### RECORDS
■ ■ ■ ■ ■ ■ ■
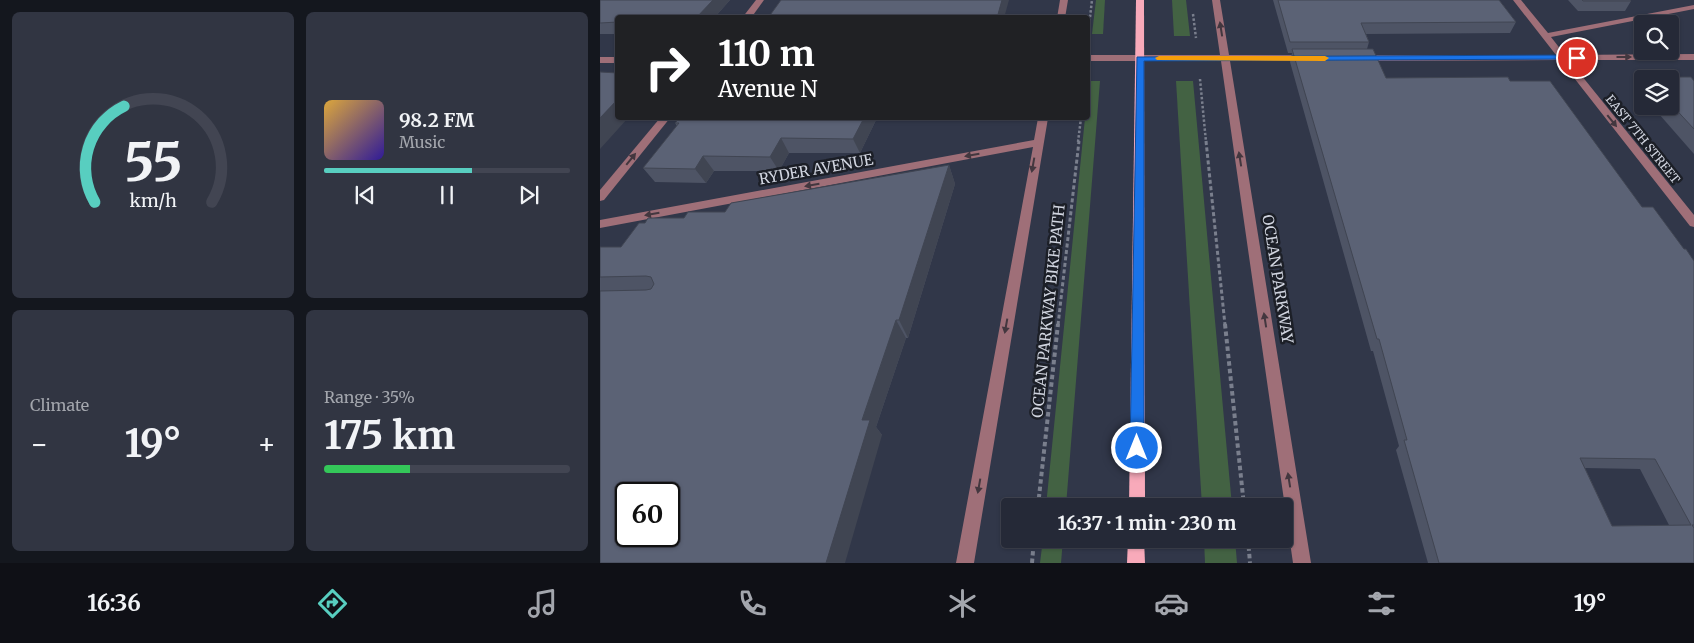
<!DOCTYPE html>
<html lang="en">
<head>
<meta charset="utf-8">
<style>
	:root { --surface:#252937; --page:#313542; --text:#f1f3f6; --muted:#a3a6ad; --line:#424552; --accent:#58cec0 }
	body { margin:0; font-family:Merriweather,serif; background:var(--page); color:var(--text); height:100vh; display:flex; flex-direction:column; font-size:19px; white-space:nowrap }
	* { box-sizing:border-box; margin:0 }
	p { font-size:16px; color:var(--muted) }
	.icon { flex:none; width:28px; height:28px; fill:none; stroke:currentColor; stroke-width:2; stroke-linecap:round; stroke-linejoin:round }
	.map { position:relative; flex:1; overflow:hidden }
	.sheet { display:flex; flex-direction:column; gap:12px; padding:12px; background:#14171e; width:600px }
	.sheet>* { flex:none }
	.hud { position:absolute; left:15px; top:15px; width:475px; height:105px; border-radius:5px; box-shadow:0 1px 4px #0004,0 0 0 1px var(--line); background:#202124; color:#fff; overflow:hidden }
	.fabs { position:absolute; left:1034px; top:15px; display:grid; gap:10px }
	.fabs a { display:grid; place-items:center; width:45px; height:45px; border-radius:5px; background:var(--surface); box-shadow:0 1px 4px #0004,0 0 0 1px var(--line); font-size:25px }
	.speed { position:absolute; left:15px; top:482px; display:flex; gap:10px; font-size:25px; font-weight:700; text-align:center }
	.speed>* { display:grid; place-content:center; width:65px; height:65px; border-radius:50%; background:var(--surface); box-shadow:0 1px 4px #0004,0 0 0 1px var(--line); line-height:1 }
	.speed .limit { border:2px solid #111; border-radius:8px; background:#fff; color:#111 }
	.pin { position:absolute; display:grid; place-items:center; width:42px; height:42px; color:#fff; margin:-21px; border:2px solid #fff; border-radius:50%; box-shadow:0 1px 5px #0007 }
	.me { position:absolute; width:55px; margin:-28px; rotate:0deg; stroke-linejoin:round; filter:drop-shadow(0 0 4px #0008) }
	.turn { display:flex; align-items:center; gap:18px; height:105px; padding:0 20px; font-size:22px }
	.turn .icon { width:65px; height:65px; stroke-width:2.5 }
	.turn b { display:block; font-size:35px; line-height:42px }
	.big { font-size:38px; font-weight:700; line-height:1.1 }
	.sheet .widget { flex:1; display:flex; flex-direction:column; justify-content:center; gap:8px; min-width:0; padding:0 18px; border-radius:8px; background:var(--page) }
	.sheet .dial { align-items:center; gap:0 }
	.dial svg { height:130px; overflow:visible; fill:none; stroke:var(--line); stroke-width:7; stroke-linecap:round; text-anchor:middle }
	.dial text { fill:var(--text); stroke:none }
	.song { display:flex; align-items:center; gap:15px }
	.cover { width:60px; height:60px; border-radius:8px; background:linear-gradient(135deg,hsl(40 70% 55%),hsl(250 70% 35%)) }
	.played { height:5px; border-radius:2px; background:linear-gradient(90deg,var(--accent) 60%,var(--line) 60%) }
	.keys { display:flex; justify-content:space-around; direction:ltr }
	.heat { display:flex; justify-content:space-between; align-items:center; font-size:28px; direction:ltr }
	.charge { height:8px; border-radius:4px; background:linear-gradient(90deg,#34c759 35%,var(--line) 0) }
	.sheet .tiles { flex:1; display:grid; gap:12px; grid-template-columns:repeat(2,1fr) }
	.trip { position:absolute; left:401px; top:498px; width:292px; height:50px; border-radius:5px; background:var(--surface); box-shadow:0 1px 4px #0004,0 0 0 1px var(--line); font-weight:700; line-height:50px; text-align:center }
	.menu { display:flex; height:80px; justify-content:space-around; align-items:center; background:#0f1016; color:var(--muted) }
	.menu .icon { width:35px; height:35px }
	.menu .on { color:var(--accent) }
	.menu b { font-size:22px; color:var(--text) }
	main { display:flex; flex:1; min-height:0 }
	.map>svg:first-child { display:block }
	.green { fill:#436243 }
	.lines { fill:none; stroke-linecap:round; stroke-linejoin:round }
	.path-far2 { stroke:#7a7f8d; stroke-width:2.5; stroke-dasharray:2.5 2; stroke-linecap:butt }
	.path-far1 { stroke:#7a7f8d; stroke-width:3; stroke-dasharray:4 2.5; stroke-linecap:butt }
	.path { stroke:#7a7f8d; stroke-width:4; stroke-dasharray:4.5 3; stroke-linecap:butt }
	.minor { fill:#9f6f78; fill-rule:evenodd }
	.major { fill:#f8aaba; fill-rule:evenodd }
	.wall { fill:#4e5465; fill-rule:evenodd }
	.shaded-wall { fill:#404552 }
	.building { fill:#5b6275; stroke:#404552; fill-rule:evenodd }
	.oneway { fill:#43373f }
	.route { fill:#1a73e8; stroke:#114b97 }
	.slow { fill:#f59e0b }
	.labels { text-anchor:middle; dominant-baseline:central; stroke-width:5; stroke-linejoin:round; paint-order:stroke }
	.far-street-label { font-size:12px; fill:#d1d5e0; stroke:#1c1f27 }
	.street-label { font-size:15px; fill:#d1d5e0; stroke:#1c1f27 }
</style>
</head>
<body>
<main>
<section class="sheet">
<div class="tiles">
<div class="widget dial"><svg viewBox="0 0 100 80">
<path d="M14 69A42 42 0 1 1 86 69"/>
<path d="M14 69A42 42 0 0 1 32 10" stroke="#58cec0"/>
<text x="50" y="56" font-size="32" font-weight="700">55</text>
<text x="50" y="72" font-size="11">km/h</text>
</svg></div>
<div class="widget">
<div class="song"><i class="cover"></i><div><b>98.2 FM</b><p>Music</p></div></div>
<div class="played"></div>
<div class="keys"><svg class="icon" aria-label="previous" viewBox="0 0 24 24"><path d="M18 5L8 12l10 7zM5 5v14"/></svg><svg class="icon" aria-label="pause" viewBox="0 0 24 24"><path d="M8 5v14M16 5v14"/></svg><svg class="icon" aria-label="next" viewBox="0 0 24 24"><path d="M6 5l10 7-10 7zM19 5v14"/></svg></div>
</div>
<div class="widget"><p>Climate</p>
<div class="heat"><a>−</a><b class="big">19°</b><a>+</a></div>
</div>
<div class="widget"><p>Range · 35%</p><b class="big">175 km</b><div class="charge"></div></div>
</div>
</section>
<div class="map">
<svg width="1094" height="563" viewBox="0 0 1094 563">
	<rect width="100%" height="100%" fill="#313749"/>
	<g class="green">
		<path d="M496 0H505L503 34H492Z"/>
		<path d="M572 0H586L590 36H574Z"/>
		<path d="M488 81H500L466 506H446L485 118H488Z"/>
		<path d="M576 81H593L632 506H602Z"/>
		<path d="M443 539H463L461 563H440Z"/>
		<path d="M604 539H635L637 563H605Z"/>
	</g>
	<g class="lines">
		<g class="path-far2">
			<path d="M593 14 596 38"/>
			<path d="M488 35 492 0"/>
			<path d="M600 79 606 142"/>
			<path d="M478 142 481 118"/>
		</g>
		<g class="path-far1">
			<path d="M606 141 625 325"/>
			<path d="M458 325 479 141"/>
		</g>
		<g class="path">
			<path d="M625 324 644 506"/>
			<path d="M438 506 458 324"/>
			<path d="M648 539 650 563"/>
			<path d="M432 563 434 539"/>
		</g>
		<g class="minor">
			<path d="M156 0H164L151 18H142Z"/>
			<path d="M460 0H468L465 18H457Z"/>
			<path d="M612 0H620L629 55H707L711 58 707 61H630L711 563H693L621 61H488V55H620Z"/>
			<path d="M913 0H921L948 33 1094 5V9L951 37 965 55 1094 54V60H969L1094 215V227L1090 226 960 60 762 61 758 58 762 55H956Z"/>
			<rect x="0" y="57" width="18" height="6"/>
			<path d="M60 118H70L4 200 0 201V190Z"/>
			<path d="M438 118H448L374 563H356L433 147 0 228V220L434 140Z"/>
		</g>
		<g class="major">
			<path d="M536 0H544L545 506H529Z"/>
			<path d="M528 539H544L545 563H527Z"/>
		</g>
	</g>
	<g class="wall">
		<path d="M0 0H130L114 18H18V34H0Z"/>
		<path d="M673 0H899L916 22 910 33 766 34 769 42 767 49 786 78 910 81 1042 207 1094 261V563H828L796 450 799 446 773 351H771L690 62 692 53H688ZM985 468 1040 469 1069 525 1012 526Z"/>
		<path d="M968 0H1030L1031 1 1025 11H978Z"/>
		<path d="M1046 77 1094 81V154L1052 106H1070V79H1045Z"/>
		<path d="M1042 82V96L1037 90Z"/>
		<path d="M80 118H277L260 153H189L179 171H114L106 183 55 182 43 168 77 126 75 123Z"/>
		<path d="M349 165 355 184 308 338H306L276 427 282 435 0 563V247H21L45 223 84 218 125 212Z"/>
	</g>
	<g class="shaded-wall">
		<path d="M113 0H130L114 18H96Z"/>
		<path d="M402 0H409L404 18H397Z"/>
		<path d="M18 99V118H28L0 149V118Z"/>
		<path d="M264 118H277L260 153 253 139Z"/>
		<path d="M181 138 189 153 179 171 170 157Z"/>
		<path d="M103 156 114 171 106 183 95 169Z"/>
		<path d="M349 165 355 184 308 338 299 320Z"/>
		<path d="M296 320 306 338 276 427 282 435 245 563H226L262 420Z"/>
	</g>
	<g class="building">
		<path d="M0 0H113L96 18H18V22L0 23Z"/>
		<path d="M181 0H402L397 18H168Z"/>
		<path d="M678 0H899L916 22 761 23 769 42H690Z"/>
		<path d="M982 0H1030L1031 1H983Z"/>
		<path d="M692 49H773L786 78 908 77 910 81H950L1042 207H1053L1084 249H1086L1094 261V525H1092L1094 528V563H839L804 440H807L779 339H777ZM980 458 1055 459 1091 525 1012 526Z"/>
		<path d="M0 72 18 73V99L0 118Z"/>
		<path d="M1046 77H1091L1094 81V129L1070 103V79H1048Z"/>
		<path d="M80 118H264L253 139 181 138 170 157 103 156 95 169 43 168 79 123H75Z"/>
		<path d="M349 165 299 320H296L262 420H270L226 563H0V291L46 290 51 289 54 284 51 277 46 276 0 277V247H21L39 223H45L48 218H84L88 212H125L131 203ZM26 494H69V536H26Z"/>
	</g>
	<defs><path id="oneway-solid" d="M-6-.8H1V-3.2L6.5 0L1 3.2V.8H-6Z" transform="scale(1.25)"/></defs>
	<g class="oneway">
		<use href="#oneway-solid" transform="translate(621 29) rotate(-99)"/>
		<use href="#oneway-solid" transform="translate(1024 57)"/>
		<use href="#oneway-solid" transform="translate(1012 121) rotate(51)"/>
		<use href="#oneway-solid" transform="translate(372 155) rotate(170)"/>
		<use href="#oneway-solid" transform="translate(31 159) rotate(-51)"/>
		<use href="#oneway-solid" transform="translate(640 159) rotate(-99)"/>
		<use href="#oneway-solid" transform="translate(433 165) rotate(100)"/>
		<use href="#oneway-solid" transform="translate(212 185) rotate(170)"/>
		<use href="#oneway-solid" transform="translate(52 214) rotate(170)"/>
		<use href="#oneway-solid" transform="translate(665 320) rotate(-99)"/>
		<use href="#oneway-solid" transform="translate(406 326) rotate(100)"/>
		<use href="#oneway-solid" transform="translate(689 480) rotate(-99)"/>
		<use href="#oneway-solid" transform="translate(379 486) rotate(100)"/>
	</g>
	<path class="route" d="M977 55 981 58 980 59 544 61V448L542 453 537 455 532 453 530 448 537 57Z"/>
	<path class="slow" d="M559 56H725L729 58 725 61 557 60 555 58Z"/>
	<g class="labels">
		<g class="far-street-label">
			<text transform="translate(1043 139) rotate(51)">EAST 7TH STREET</text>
		</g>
		<g class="street-label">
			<text transform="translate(216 169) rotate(-10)">RYDER AVENUE</text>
			<text transform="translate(678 279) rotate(81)">OCEAN PARKWAY</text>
			<text transform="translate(448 311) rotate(-84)">OCEAN PARKWAY BIKE PATH</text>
		</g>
	</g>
</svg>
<div class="fabs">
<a><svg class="icon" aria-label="search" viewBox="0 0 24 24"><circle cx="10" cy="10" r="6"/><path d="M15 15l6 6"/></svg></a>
<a><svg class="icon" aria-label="layers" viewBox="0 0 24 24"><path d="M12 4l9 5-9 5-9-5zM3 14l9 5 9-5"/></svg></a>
</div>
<div class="speed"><div class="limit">60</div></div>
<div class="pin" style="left:977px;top:58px;background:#d93025"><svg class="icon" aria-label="arrive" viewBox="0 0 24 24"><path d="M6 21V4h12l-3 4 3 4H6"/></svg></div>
<svg class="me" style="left:537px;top:448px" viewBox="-20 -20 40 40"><circle r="17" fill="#1a73e8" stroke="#fff" stroke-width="3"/><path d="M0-11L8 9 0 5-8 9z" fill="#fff"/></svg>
<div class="trip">16:37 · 1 min · 230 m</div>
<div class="hud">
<div class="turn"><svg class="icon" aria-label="right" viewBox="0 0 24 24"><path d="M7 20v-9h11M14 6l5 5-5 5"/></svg><div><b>110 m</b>Avenue N</div></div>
</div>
</div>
</main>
<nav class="menu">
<b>16:36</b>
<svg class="icon on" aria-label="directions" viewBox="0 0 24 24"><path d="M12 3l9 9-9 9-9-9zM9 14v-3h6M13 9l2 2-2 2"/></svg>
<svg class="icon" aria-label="music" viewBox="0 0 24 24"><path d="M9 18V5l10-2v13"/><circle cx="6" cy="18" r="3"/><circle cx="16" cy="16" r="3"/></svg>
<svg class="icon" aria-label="phone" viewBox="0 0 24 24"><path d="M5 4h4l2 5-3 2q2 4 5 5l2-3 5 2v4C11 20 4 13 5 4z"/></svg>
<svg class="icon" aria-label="climate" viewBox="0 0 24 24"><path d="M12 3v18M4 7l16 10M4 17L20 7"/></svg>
<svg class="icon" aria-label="car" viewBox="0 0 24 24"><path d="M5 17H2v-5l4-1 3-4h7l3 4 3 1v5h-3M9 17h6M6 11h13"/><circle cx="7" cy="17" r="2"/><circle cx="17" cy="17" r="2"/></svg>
<svg class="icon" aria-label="filters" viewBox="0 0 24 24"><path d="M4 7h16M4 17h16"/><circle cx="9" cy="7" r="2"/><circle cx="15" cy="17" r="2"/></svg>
<b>19°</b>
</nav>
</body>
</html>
■ ■ ■ ■ ■ ■ ■
### EXERCISE DIRECTIONS
Nothing but the lines from the start of the records above through the line with "display:grid; place-items:center; width:45px;" should be retyped, each exactly as written; leave out all pictures.

### REPLY TO THE EXERCISE
<!DOCTYPE html>
<html lang="en">
<head>
<meta charset="utf-8">
<style>
	:root { --surface:#252937; --page:#313542; --text:#f1f3f6; --muted:#a3a6ad; --line:#424552; --accent:#58cec0 }
	body { margin:0; font-family:Merriweather,serif; background:var(--page); color:var(--text); height:100vh; display:flex; flex-direction:column; font-size:19px; white-space:nowrap }
	* { box-sizing:border-box; margin:0 }
	p { font-size:16px; color:var(--muted) }
	.icon { flex:none; width:28px; height:28px; fill:none; stroke:currentColor; stroke-width:2; stroke-linecap:round; stroke-linejoin:round }
	.map { position:relative; flex:1; overflow:hidden }
	.sheet { display:flex; flex-direction:column; gap:12px; padding:12px; background:#14171e; width:600px }
	.sheet>* { flex:none }
	.hud { position:absolute; left:15px; top:15px; width:475px; height:105px; border-radius:5px; box-shadow:0 1px 4px #0004,0 0 0 1px var(--line); background:#202124; color:#fff; overflow:hidden }
	.fabs { position:absolute; left:1034px; top:15px; display:grid; gap:10px }
	.fabs a { display:grid; place-items:center; width:45px; height:45px; border-radius:5px; background:var(--surface); box-shadow:0 1px 4px #0004,0 0 0 1px var(--line); font-size:25px }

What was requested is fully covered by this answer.